**Entries provided**
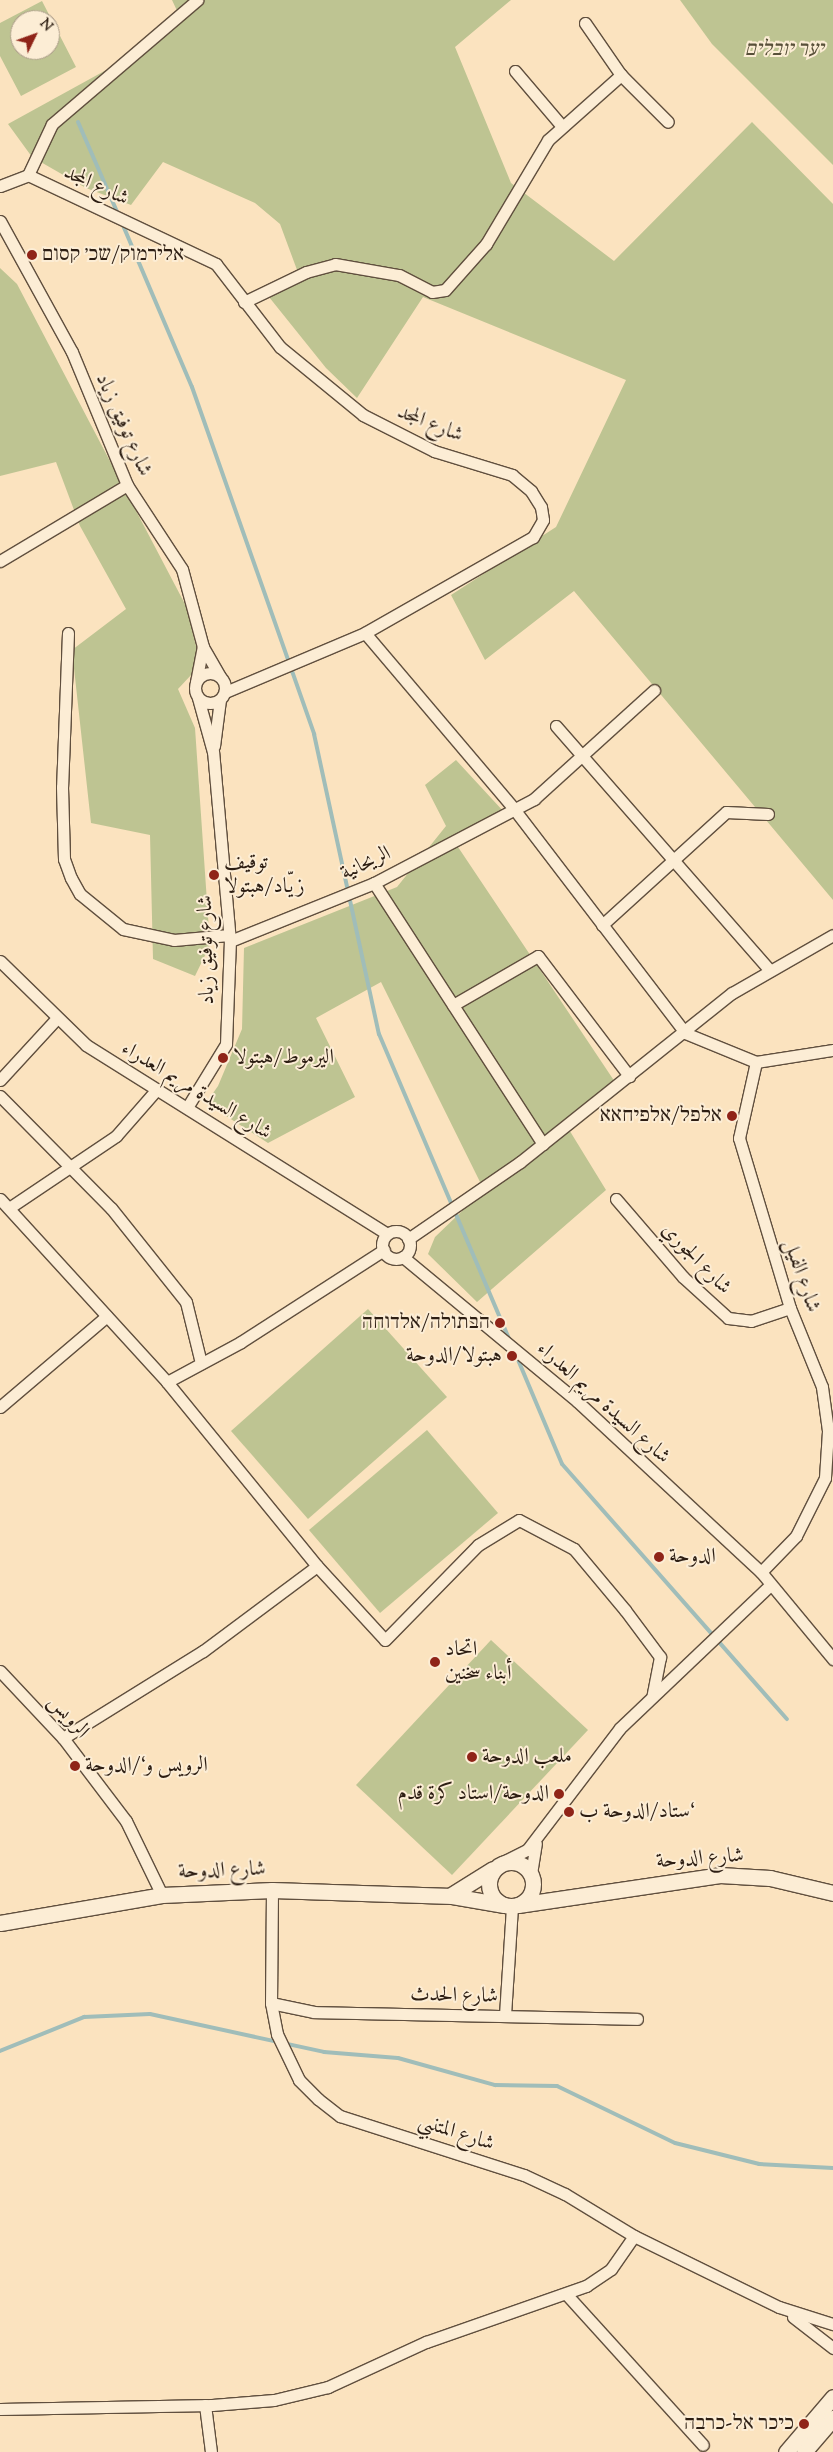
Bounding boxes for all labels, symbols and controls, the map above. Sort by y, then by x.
north arrow [10,10,60,60]
text: N [34,15,57,36]
park label: יער יובלים [745,37,823,63]
street label: شارع المجد [60,160,132,212]
place label: אלירמוק/שכ׳ קסום [42,242,184,268]
marker: אלירמוק/שכ׳ קסום [26,249,38,261]
street label: شارع توفيق زياد [89,370,157,480]
street label: شارع المجد [393,399,467,449]
street label: الريحانية [337,841,395,887]
place label: توقيف زيّاد/هبتولا [224,850,305,900]
marker: توقيف زيّاد/هبتولا [208,869,220,881]
street label: شارع توفيق زياد [193,895,221,1005]
street label: شارع السيدة مريم العدراء [116,1036,276,1146]
place label: اليرموط/هبتولا [233,1045,334,1071]
marker: اليرموط/هبتولا [217,1052,229,1064]
place label: אלפל/אלפיחאא [600,1103,722,1129]
marker: אלפל/אלפיחאא [726,1110,738,1122]
street label: شارع الجوري [656,1218,736,1300]
street label: شارع الفيل [777,1236,825,1316]
place label: הבתולה/אלדוחה [362,1310,490,1336]
marker: הבתולה/אלדוחה [494,1317,506,1329]
street label: شارع السيدة مريم العدراء [531,1336,675,1470]
place label: هبتولا/الدوحة [406,1343,502,1369]
marker: هبتولا/الدوحة [506,1350,518,1362]
place label: الدوحة [669,1544,716,1570]
marker: الدوحة [653,1551,665,1563]
place label: اتحاد أبناء سخنين [445,1637,512,1687]
marker: اتحاد أبناء سخنين [429,1656,441,1668]
street label: الرويس [42,1690,94,1744]
place label: ملعب الدوحة [482,1744,572,1770]
marker: ملعب الدوحة [466,1751,478,1763]
place label: الرويس و‘/الدوحة [85,1753,208,1779]
marker: الرويس و‘/الدوحة [69,1760,81,1772]
place label: الدوحة/استاد كرة قدم [398,1781,549,1807]
marker: الدوحة/استاد كرة قدم [553,1788,565,1800]
place label: ستاد/الدوحة ب‘ [579,1799,695,1825]
marker: ستاد/الدوحة ب‘ [563,1806,575,1818]
street label: شارع الدوحة [655,1843,745,1875]
street label: شارع الدوحة [178,1857,266,1885]
street label: شارع الحدث [410,1983,498,2009]
street label: شارع المتنبي [415,2109,497,2157]
place label: כיכר אל-כרבה [684,2411,794,2437]
marker: כיכר אל-כרבה [798,2418,810,2430]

**Task details**
Give nothing but the count of lines in the listing above that hold the string "السيدة".

**Answer below**
2